Mediterranean cultural landscapes have been shaped, over millennia, by the reciprocal relationships between people and their environments, resulting in a vast and unique regional biocultural diversity. The Mediterranean biodiversity hotspot is ranked as the third-richest in terms of plant diversity and covers over 2 million square kilometres. It is widely recognised that this diversity is the result of the knowledge and practices of Mediterranean peoples who have developed highly specialised systems of landscape management to deal with the region’s climatic and geographical challenges.
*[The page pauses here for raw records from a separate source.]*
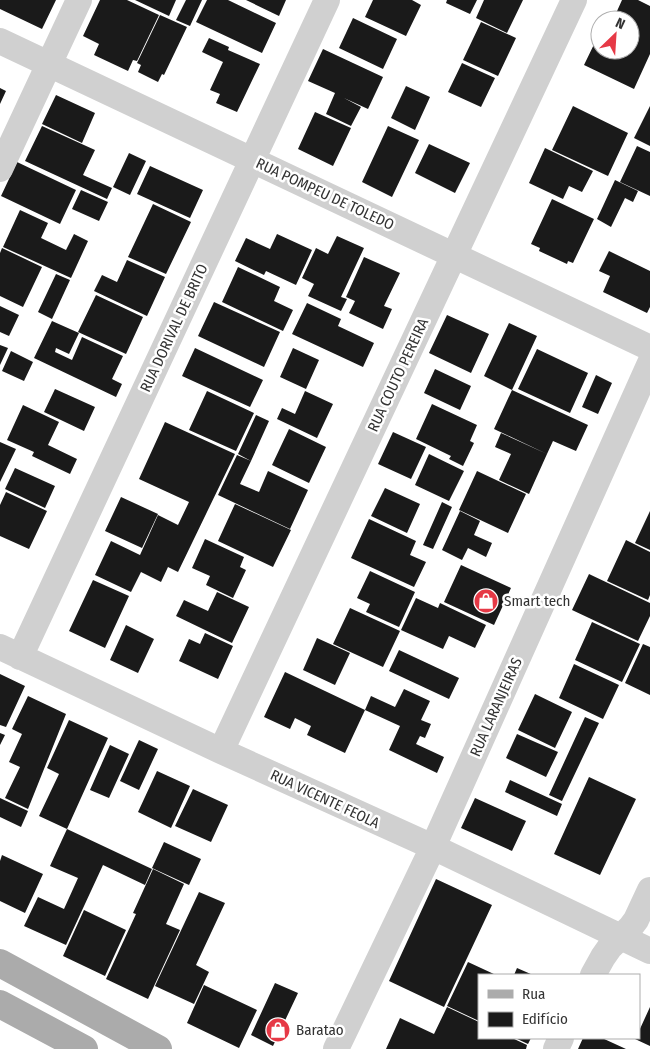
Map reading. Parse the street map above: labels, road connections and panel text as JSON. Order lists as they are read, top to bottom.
{
  "streets": {
    "street": [
      "RUA POMPEU DE TOLEDO",
      "RUA DORIVAL DE BRITO",
      "RUA COUTO PEREIRA",
      "RUA LARANJEIRAS",
      "RUA VICENTE FEOLA"
    ]
  },
  "crossings": [
    ["RUA POMPEU DE TOLEDO", "RUA DORIVAL DE BRITO"],
    ["RUA POMPEU DE TOLEDO", "RUA COUTO PEREIRA"],
    ["RUA DORIVAL DE BRITO", "RUA VICENTE FEOLA"],
    ["RUA COUTO PEREIRA", "RUA VICENTE FEOLA"],
    ["RUA LARANJEIRAS", "RUA VICENTE FEOLA"]
  ],
  "places": {
    "shop": ["Smart tech", "Baratao"]
  },
  "legend": ["Rua", "Edifício"],
  "north": "top right"
}
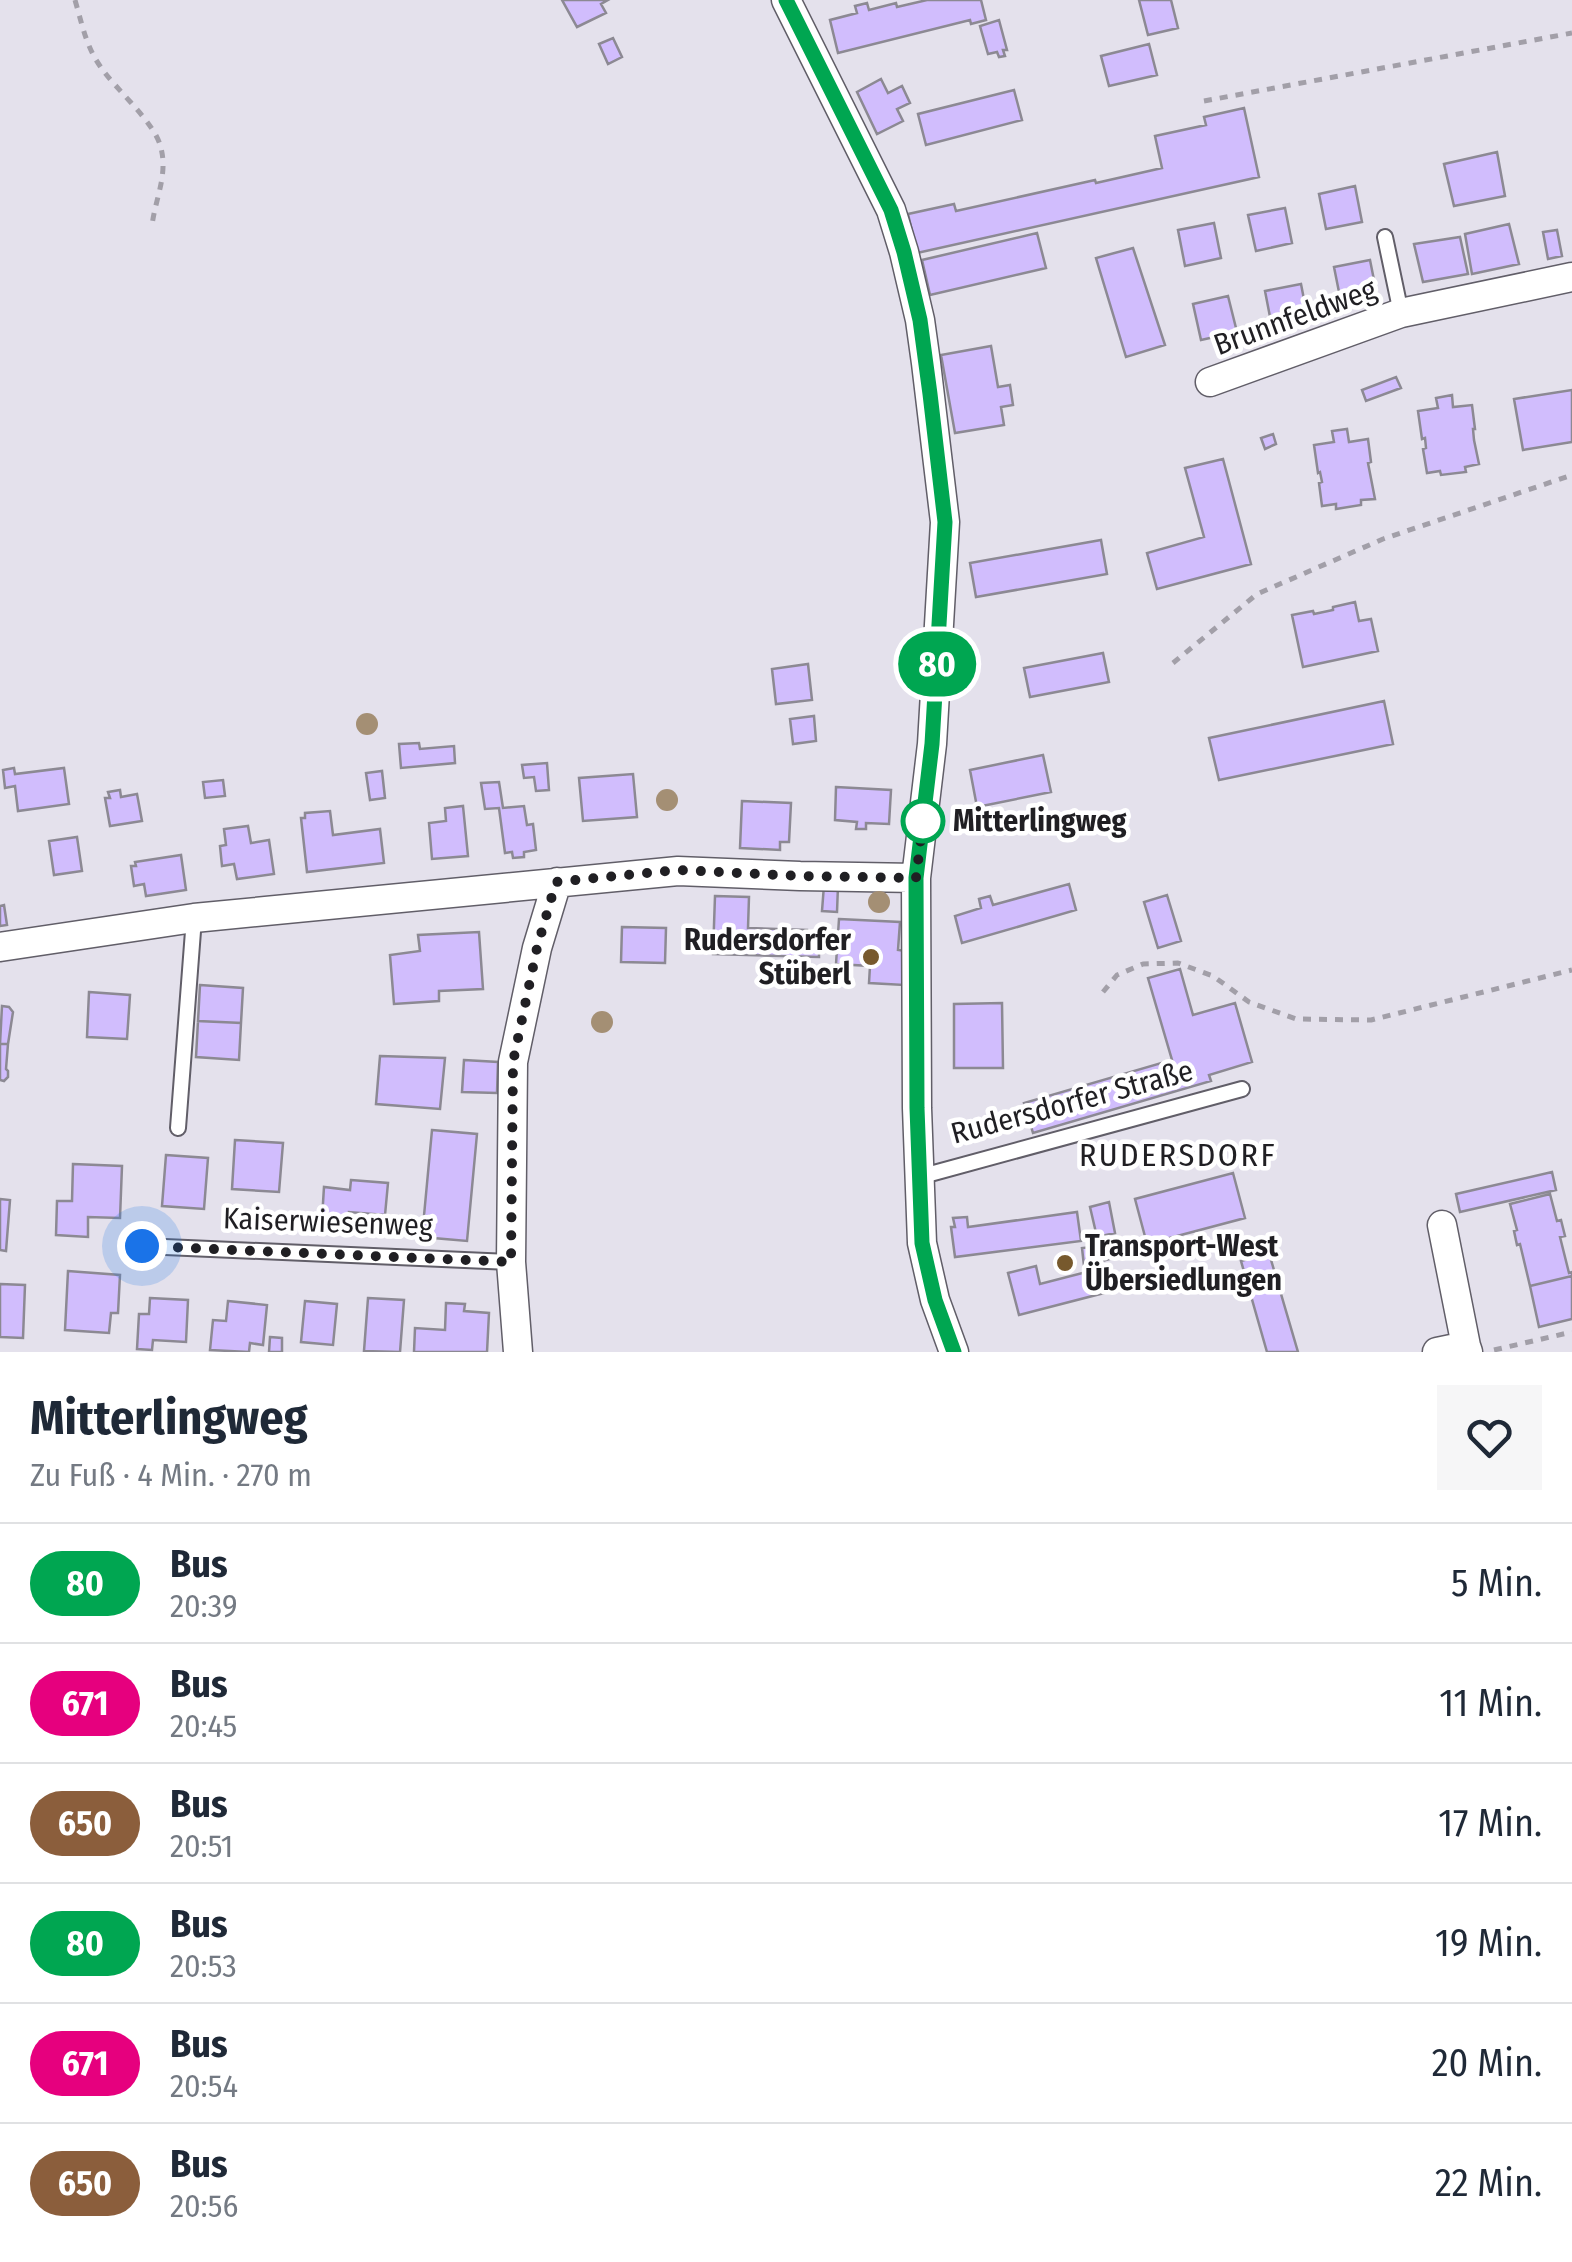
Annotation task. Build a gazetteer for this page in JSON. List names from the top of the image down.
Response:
{
  "streets": {
    "street": ["Brunnfeldweg", "Rudersdorfer Straße"],
    "lane": ["Kaiserwiesenweg"]
  },
  "districts": ["RUDERSDORF"],
  "places": ["Mitterlingweg", "Rudersdorfer Stüberl", "Transport-West Übersiedlungen"],
  "lines": ["bus line 80"],
  "page": {
    "on_map": "80",
    "heading": ["Mitterlingweg", "Zu Fuß · 4 Min. · 270 m"],
    "list": [
      {
        "mark": "80",
        "name": "Bus",
        "note": "20:39",
        "value": "5 Min."
      },
      {
        "mark": "671",
        "name": "Bus",
        "note": "20:45",
        "value": "11 Min."
      },
      {
        "mark": "650",
        "name": "Bus",
        "note": "20:51",
        "value": "17 Min."
      },
      {
        "mark": "80",
        "name": "Bus",
        "note": "20:53",
        "value": "19 Min."
      },
      {
        "mark": "671",
        "name": "Bus",
        "note": "20:54",
        "value": "20 Min."
      },
      {
        "mark": "650",
        "name": "Bus",
        "note": "20:56",
        "value": "22 Min."
      }
    ]
  }
}
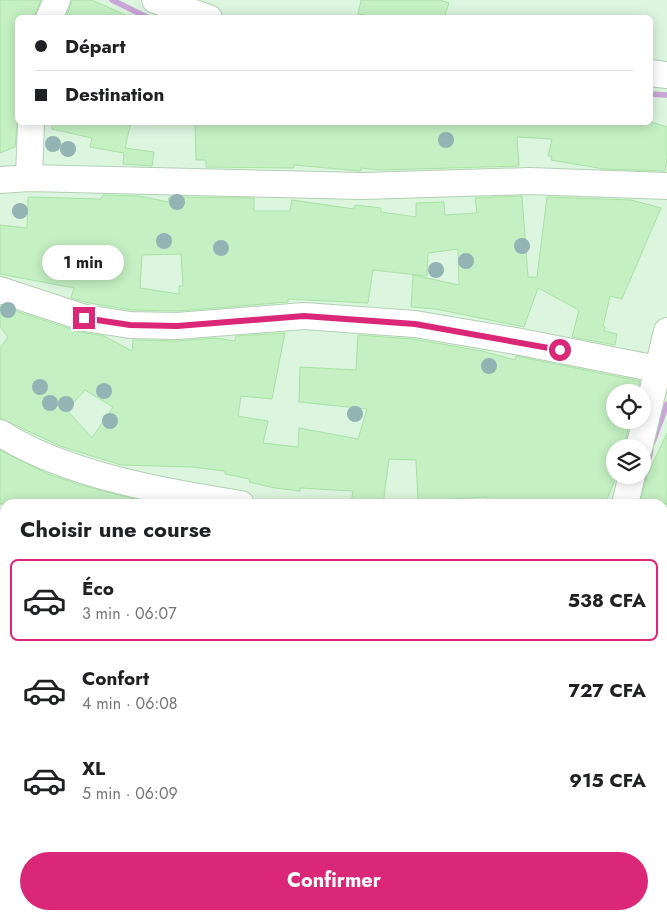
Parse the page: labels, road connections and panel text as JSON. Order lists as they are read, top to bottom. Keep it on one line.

Entitled “Community-based landscape management in the Mediterranean: innovations in socio-environmental research and action”, MERA 2018 will gather around 25 emerging environmental changemakers from the Mediterranean region who are passionate about conserving Mediterranean biocultural diversity, maintaining its cultural landscapes and sustaining the livelihoods of the communities who manage them.
MERA 2018: Objectives
- Share new methodologies and knowledge to advance socio-environmental research and action, with a focus on community-based resource and landscape management systems;
- Facilitate intercultural dialogue on cultural landscape management;
- Build new networks between Mediterranean environmental practitioners to foment collaboration, peer-mentoring and joint reflection;
- Strengthen leadership abilities of Mediterranean environmental changemakers to enhance personal and professional trajectories and catalyse the development of new solutions to pressing socio-ecological issues in the region.
Structure and contents
MERA 2018 will focus on the relationships between nature and culture in the Mediterranean, in particular on the role of community-based land and resource management systems in maintaining the unique landscapes and diversity in the region. The academy aims to create spaces where new ideas and solutions to the region’s pressing socio-environmental challenges are co-developed.
Different formats and facilitation methods will be used in the MERA sessions including interactive sessions with regional experts, dialogues and debates, participant presentations, skills workshops, field visits, and peer-mentoring sessions. Experts from and on the region will participate as facilitators and mentors.
Language and fees
Due to the diversity of languages spoken in the region and the need to find a common one for the purposes of the academy, the academy will take place in English. For non-native English speakers, professional working proficiency in English is required for participation.
The academy fee is €600 for the full 10 days. This includes tuition, accommodation, meals, field visits and materials. It does not include national and international travel and health insurance. It is expected that participants will be proactive in raising funds to cover the cost of the program either through institutional scholarships, crowdfunding campaigns, personal funds, employers’ funds, government funds or other means. Some partial fee waivers will be provided for participants facing economic challenges.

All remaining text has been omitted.